Last October, Justin, tired of his long hours, quit his job. He did not tell me first; he just quit. I do not get benefits with my job, so we lost those, as well. He finally started working part time, but it doesn’t pay the bills. He went from making $900 a week to $175 a week. No matter what I say or do, he will not look for a full-time position.

I have sent in resumes and applications for him, but when employers call for an interview, he tells them he is not interested. He has been to the doctor, and we have tried counseling. He has all the right responses for the counselor’s suggestions, but he won’t put them into practice.

I have threatened to leave him, but he simply does not react, and I wouldn’t follow through anyway. I really don’t want our marriage to end. I love Justin, but he has changed, and I don’t know what to do. Please help. – Desperate Wife

Dear Wife: Justin sounds burned out and depressed. Don’t send out any more resumes, because he isn’t ready. If counseling isn’t working, Justin may need to see someone else and possibly be put on medication. For a low-cost referral, check with United Way, the YMCA, local hospitals, universities and graduate schools, NAMI (www.nami.org or (800) 950-NAMI, (800) 950-6264), Samaritan Counseling Centers (samaritaninstitute.org), and Recovery Inc. (recovery-inc.com). Good luck.

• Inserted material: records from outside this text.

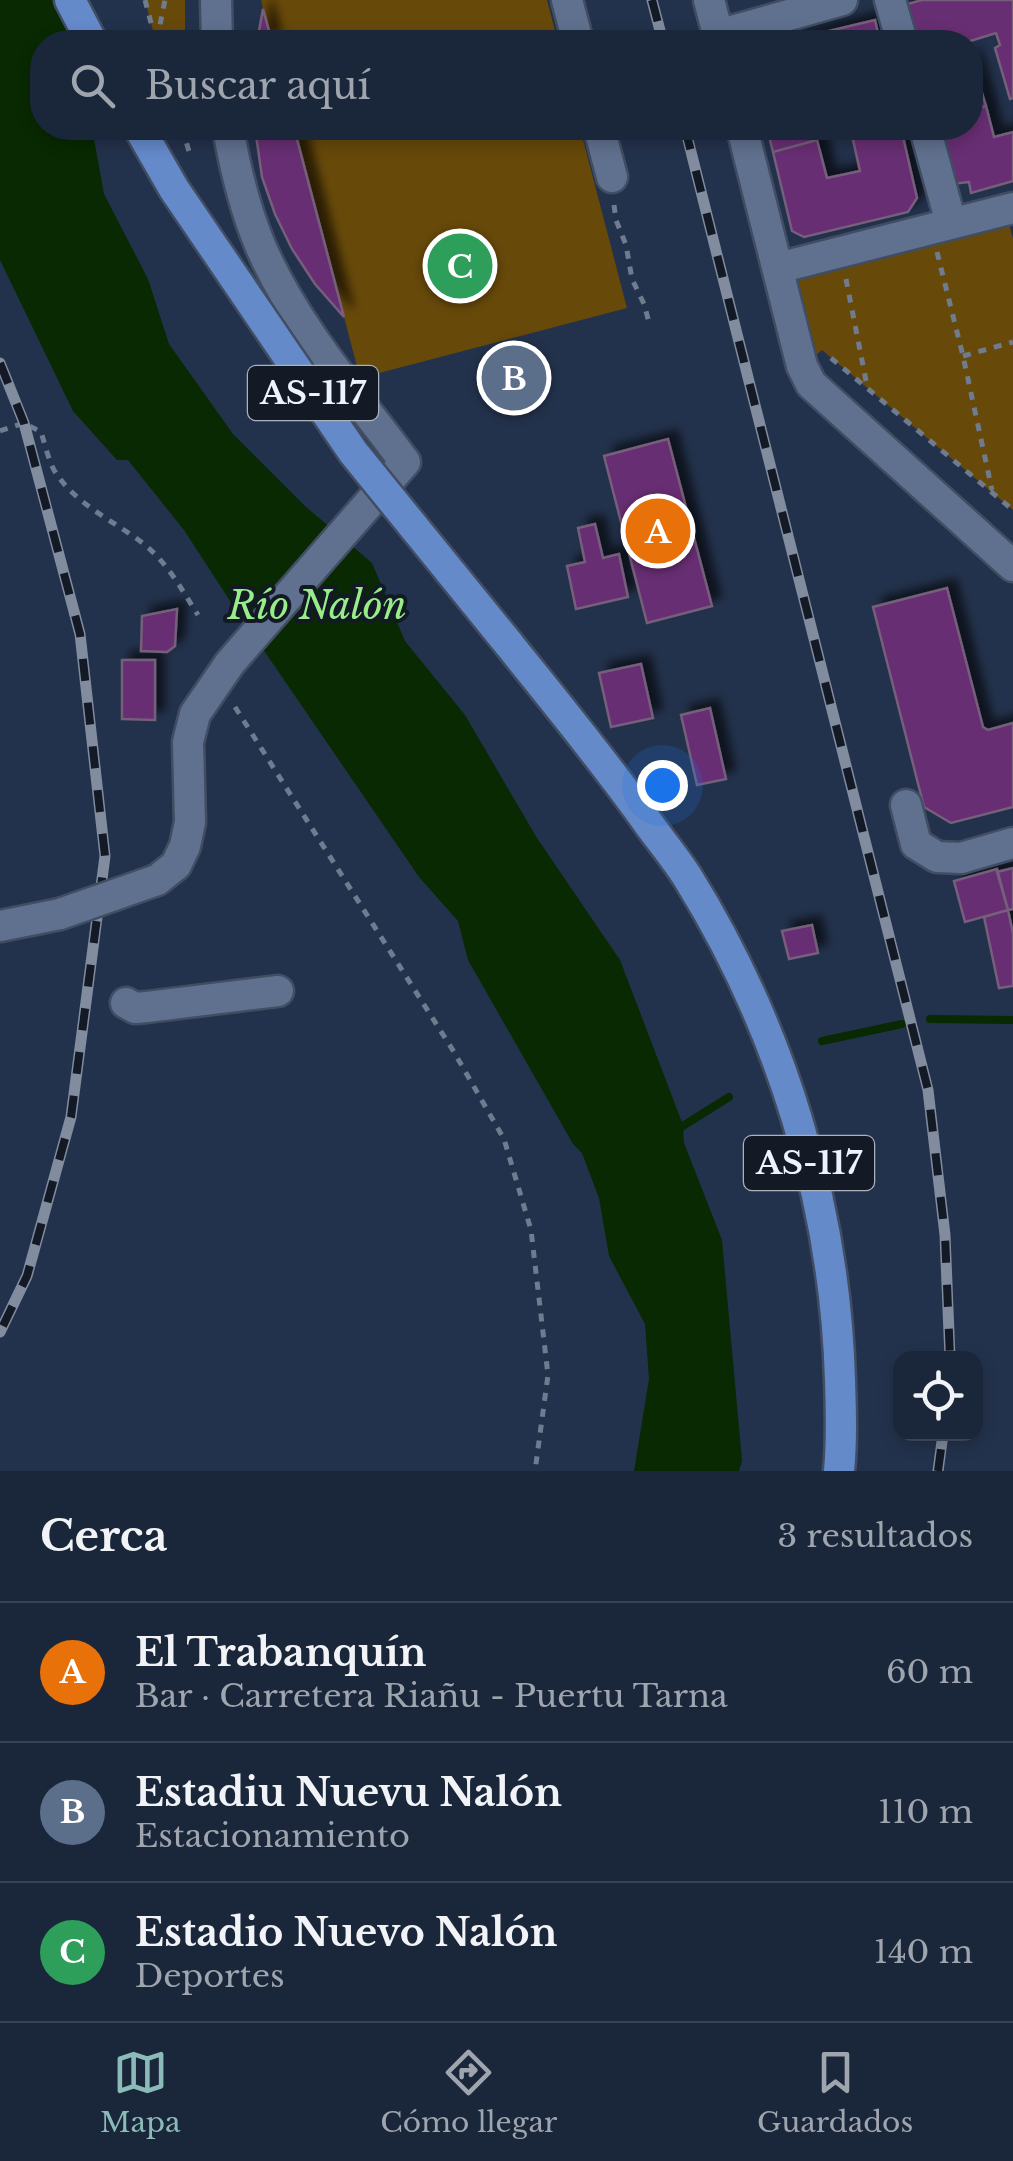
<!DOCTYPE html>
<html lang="es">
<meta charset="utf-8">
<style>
:root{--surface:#1a2639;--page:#273244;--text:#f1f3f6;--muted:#9fa5ae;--line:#384353;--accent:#8bbbb9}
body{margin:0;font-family:"Libre Baskerville",serif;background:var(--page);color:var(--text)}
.controls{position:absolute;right:30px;bottom:30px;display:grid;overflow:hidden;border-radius:20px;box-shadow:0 5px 15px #0003}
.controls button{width:90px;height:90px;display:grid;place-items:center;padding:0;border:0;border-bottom:2px solid var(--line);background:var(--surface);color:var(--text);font:50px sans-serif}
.you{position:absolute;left:662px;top:785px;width:35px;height:35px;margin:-25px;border:8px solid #fff;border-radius:50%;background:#1a73e8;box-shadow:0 0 0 15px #1a73e833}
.badge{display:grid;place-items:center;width:65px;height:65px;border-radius:50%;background:var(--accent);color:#fff;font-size:32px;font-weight:700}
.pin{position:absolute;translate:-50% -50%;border:5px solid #fff;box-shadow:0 2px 10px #0006}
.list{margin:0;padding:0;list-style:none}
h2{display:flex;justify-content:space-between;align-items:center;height:130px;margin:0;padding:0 40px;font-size:42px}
h2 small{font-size:32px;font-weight:400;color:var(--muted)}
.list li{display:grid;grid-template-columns:65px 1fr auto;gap:30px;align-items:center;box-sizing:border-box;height:140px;padding:0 40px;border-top:2px solid var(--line)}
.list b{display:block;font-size:38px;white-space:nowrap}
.list p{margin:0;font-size:32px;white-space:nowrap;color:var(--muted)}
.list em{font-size:32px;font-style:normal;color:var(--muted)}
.icon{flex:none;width:55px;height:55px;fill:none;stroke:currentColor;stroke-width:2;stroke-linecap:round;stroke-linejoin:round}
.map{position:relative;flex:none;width:1013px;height:1471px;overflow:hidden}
.search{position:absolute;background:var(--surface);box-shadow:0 5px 15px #0003;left:30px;right:30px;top:30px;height:110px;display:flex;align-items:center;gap:25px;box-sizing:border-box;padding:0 35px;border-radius:40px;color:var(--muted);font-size:38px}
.sheet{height:550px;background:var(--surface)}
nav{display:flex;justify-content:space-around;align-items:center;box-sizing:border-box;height:140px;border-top:2px solid var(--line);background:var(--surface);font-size:28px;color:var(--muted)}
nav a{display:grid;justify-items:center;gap:5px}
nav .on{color:var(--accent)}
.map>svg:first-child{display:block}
</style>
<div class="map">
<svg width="1013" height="1471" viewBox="0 0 1013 1471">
<defs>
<filter id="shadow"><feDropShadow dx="9" dy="-9" stdDeviation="5" flood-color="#0009"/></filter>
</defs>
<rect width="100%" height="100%" fill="#23324c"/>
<!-- green -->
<path fill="#67490a" d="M145,0H185V42H156Z
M261,0H547L558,42H257L263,9Z
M255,128H580L627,308L360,378L344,317L315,284L292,249L262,177Z
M1005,210L1013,239V510L822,350L802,366L778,268Z"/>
<!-- water -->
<path fill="#082902" d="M0,0H87L88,42H42V128H92L104,194L148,279L169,344L233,434L305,506L372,563L405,641L465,715L537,838L620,960L683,1125L684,1143L722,1240L742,1461L739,1471H634L649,1379L645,1324L609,1256L599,1198L582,1153L573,1144L468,960L458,921L419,877L232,604L184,530L128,460H117L73,411L0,260Z"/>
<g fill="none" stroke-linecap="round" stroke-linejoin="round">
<!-- stream -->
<path stroke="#082902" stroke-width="8" d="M930,1019L1013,1020
M822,1041L902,1024
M678,1129L729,1097"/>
</g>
<!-- building -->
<path fill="#672d73" stroke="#755e7a" stroke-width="2.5" filter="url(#shadow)" d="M922,0H1013V98L1010,99L995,48L1000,45L996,33L967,42H914L904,5Z
M263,9L272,42H257Z
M875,20L880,42H783Z
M970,54L986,106L970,110Z
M986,106L994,137L1013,132V181L971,193L969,182L952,184L937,128H970V110Z
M255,128H294L344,317L315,284L292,249L275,214L262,177Z
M767,128H829L815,131L817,140L773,152Z
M865,128H901L917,198L908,212L804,237L792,231L773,152L817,140L827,178L860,171L851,131Z
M668,439L712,606L647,623L604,456Z
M595,524L603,558L619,554L628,597L576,609L567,566L585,562L578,528Z
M947,588L983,727L988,730L1013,723V807L951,823L924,807L873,607Z
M177,609L175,646L167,652L141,651L142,616Z
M122,660H155V720L122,719Z
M641,664L653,718L611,727L599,673Z
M710,708L726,779L697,785L681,715Z
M1013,868V909L1008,910L997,872Z
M997,869L1008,910L965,922L954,881Z
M1008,910L1013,934V986L999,988L984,917Z
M812,925L818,953L789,959L782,931Z"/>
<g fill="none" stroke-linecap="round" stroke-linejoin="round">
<!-- minor casing -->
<g stroke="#414d62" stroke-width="35">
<path id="minor" d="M216,0L217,42
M567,0L578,42
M709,0L720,42
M890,0L902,42
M718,35L842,0
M599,128L612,177
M742,128L802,366L811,384L1013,566
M925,128L951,223
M778,268L1013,208
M906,805L916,844L937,857L961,858L1013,843
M157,880L176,865L185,846L190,822L188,742L195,714L230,663L405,462C354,393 294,325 260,245C244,207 235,168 228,128
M0,926L60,914
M126,1003L135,1008L147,1007L278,991"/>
</g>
<!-- major casing -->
<g stroke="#414d62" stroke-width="35">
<path id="major" d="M70,0L92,42
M508,643C556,703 604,761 648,823C661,841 676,859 688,878C781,1028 835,1204 840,1380C841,1411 842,1441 839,1471"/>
</g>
<!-- path -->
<path stroke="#6f7b8f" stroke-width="5" stroke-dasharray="8 8" stroke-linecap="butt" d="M145,0L156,42
M157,40L165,0
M182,128L191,158
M614,205L616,220L626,245L632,279L644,304L650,326
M937,252L963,356L992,490
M846,279L867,386
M963,356L1013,342
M831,358L1013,510
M0,431L24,423L41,432C45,444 48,459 54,470C75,505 115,521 145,545C168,564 182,590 198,615
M235,707L454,1052L504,1139L531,1230L548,1375L535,1471"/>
<!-- minor -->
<use href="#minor" stroke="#60718f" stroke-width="30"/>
<!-- major -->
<use href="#major" stroke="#658aca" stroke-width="30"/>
<!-- rail casing -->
<g stroke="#818c9e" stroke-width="11">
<path id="rail" d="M652,0L663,42
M685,128L928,1090L945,1235L950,1358
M0,363L24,423L80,634L105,856L71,1117L27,1276L0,1332
M938,1471L943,1434"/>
</g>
<!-- rail -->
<use href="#rail" stroke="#131a26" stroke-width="8" stroke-dasharray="22" stroke-linecap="butt"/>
<!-- minor-bridge casing -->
<g stroke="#414d62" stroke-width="35" stroke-linecap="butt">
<path id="minor-bridge" d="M60,914L157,880"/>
</g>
<!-- major-bridge casing -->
<g stroke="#414d62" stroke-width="35" stroke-linecap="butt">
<path id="major-bridge" d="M139,128L174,189L353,452L508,643"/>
</g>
<!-- minor-bridge -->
<use href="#minor-bridge" stroke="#60718f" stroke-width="30"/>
<!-- major-bridge -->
<use href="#major-bridge" stroke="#658aca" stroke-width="30"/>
</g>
<g text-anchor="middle" stroke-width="8" stroke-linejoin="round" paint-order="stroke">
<!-- shield labels -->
<g fill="#131a26" stroke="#acb2bc" stroke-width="2.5">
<rect x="248" y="366" width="130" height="54" rx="8"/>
<rect x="744" y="1136" width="130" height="54" rx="8"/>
</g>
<g font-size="32" font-weight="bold" fill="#edf3fd">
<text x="313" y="404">AS-117</text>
<text x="809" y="1174">AS-117</text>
</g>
<!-- water labels -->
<g font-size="38" font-style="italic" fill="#98ed89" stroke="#131a26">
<text x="317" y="619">Río Nalón</text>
</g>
</g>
</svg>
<div class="controls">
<button><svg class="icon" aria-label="locate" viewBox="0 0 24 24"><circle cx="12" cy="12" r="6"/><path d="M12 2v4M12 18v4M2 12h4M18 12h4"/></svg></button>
</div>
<div class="you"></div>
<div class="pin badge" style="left:658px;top:531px;background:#e8710a">A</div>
<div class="pin badge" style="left:514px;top:378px;background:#5c6f8a">B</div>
<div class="pin badge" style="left:460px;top:266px;background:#2e9e5b">C</div>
<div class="search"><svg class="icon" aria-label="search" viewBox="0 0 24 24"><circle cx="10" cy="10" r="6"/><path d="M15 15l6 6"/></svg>Buscar aquí</div>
</div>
<section class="sheet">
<h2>Cerca<small>3 resultados</small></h2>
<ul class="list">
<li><span class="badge" style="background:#e8710a">A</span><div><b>El Trabanquín</b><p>Bar · Carretera Riañu - Puertu Tarna</p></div><em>60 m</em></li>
<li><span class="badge" style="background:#5c6f8a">B</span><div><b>Estadiu Nuevu Nalón</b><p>Estacionamiento</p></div><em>110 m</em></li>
<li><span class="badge" style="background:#2e9e5b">C</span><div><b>Estadio Nuevo Nalón</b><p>Deportes</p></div><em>140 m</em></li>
</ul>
</section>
<nav>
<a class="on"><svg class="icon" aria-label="map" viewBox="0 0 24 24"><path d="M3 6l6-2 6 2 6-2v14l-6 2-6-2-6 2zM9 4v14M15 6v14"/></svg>Mapa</a>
<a><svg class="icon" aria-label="directions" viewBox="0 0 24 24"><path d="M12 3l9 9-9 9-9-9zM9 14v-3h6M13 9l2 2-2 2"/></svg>Cómo llegar</a>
<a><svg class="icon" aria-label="saved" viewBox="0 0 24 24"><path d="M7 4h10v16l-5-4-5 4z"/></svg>Guardados</a>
</nav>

Dear Annie: My husband and I recently moved into a new house. Our next-door neighbors had a huge barbecue on a Saturday, and there were cars everywhere. The guests parked in front of our home and walkway until I instructed them to move.

I was going to go next door and request that their guests move their cars, but I was really angry and decided to write you instead and ask how to handle this type of situation. – Sharon

Dear Sharon: Except for the angry part, it would have been perfectly OK to go next door and complain. Most hosts do not monitor where their guests park and have no idea they are annoying the neighbors. It’s fine to knock on their door and say as pleasantly as possible, “We’re sure you don’t realize it, but your guests are blocking our walkway. Could you please ask them to move their cars?” Considerate neighbors are happy to oblige.

Dear Annie: I was upset by the letter from “Dealing With Dementia in Canada,” whose wife didn’t want the children to see the grandparents in a nursing home. Please do not let her keep those children from seeing their grandparents.

When my father was hospitalized with cancer, my daughter asked every day if she could go visit. My older sister convinced me that the kids should not see their grandfather “that way.” I told my daughter she’d see Grandpa when he came home.

Well, Dad never came home. It is now six years later, and I still think about how my daughter never got to see the man she loved most before he died, and it kills me. And it hurts her, too, because she still tells me how she would have loved to see Grandpa before it was too late. – Regretting It Forever

Dear Regretting: Thank you for sharing your experience so our readers can learn from it. You made the decision you thought was best. Now it’s time to forgive yourself.